How Machine Learning Is Used In Cyber Security

How Machine Learning Is Used In Cyber Security?

Last Updated on 7 June 2023 by admin

As cyber criminals utilise new technology in their attacks, information security professionals must also adapt and implement new methods in their cyber defence. This game of cat and mouse means that cyber security is always at the cutting edge of technology.

In recent years, machine learning has been used in cyber security to predict and identify attacks as they happen. However, cybercriminals are also utilising machine learning to hide their malware or launch the most convincing phishing campaigns. In this two-part blog, we will look at how machine learning plays a crucial role in cyber security and cyber-attacks.

In this first part, we explore ways in which machine learning is used in cyber defence. While this should play a crucial role in any cyber defence strategy, recent reports suggest GCHQ are not utilising Machine learning enough.

What is machine learning?

Machine learning uses models that use sets of data to learn the underlying concepts so that they are able to predict what future data should look like or classify data into groups. In the context of cyber security, this could be classifying network traffic as malicious or normal.

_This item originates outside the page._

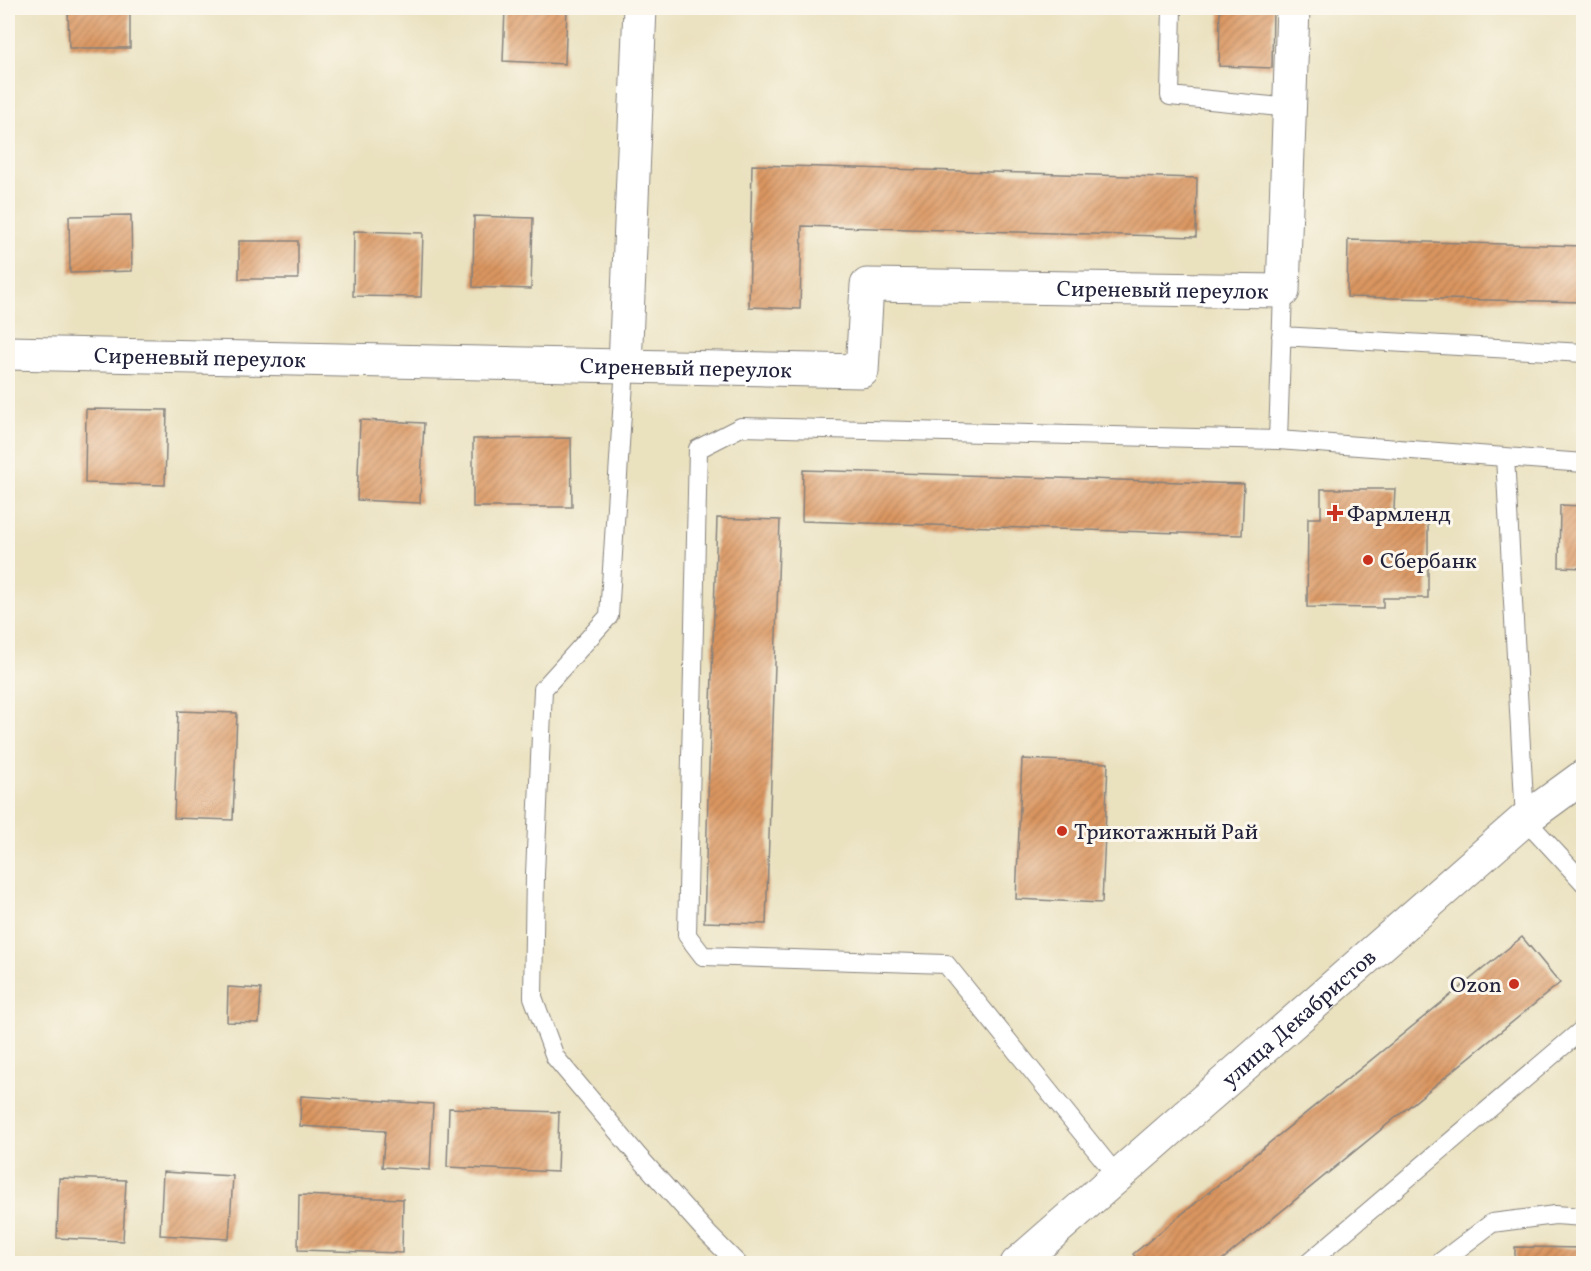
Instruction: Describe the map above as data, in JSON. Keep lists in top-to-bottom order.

How is machine learning used in cyber security?

Networks generate a lot of traffic. Too much for any single team of security professionals to analyse meaningfully. Machine learning can be used to learn the underlying trends of the data, allowing for future predictions to be made such as changes to malware. They are also excellent at classifying threats and differentiating between malicious and normal network traffic.

Machine learning can also be used to detect if a person has clicked on malicious links that may launch phishing attacks or if a website is hosting malicious content by analysing the content on the site.

Below we provide some important examples of how machine learning can support your cyber security strategy.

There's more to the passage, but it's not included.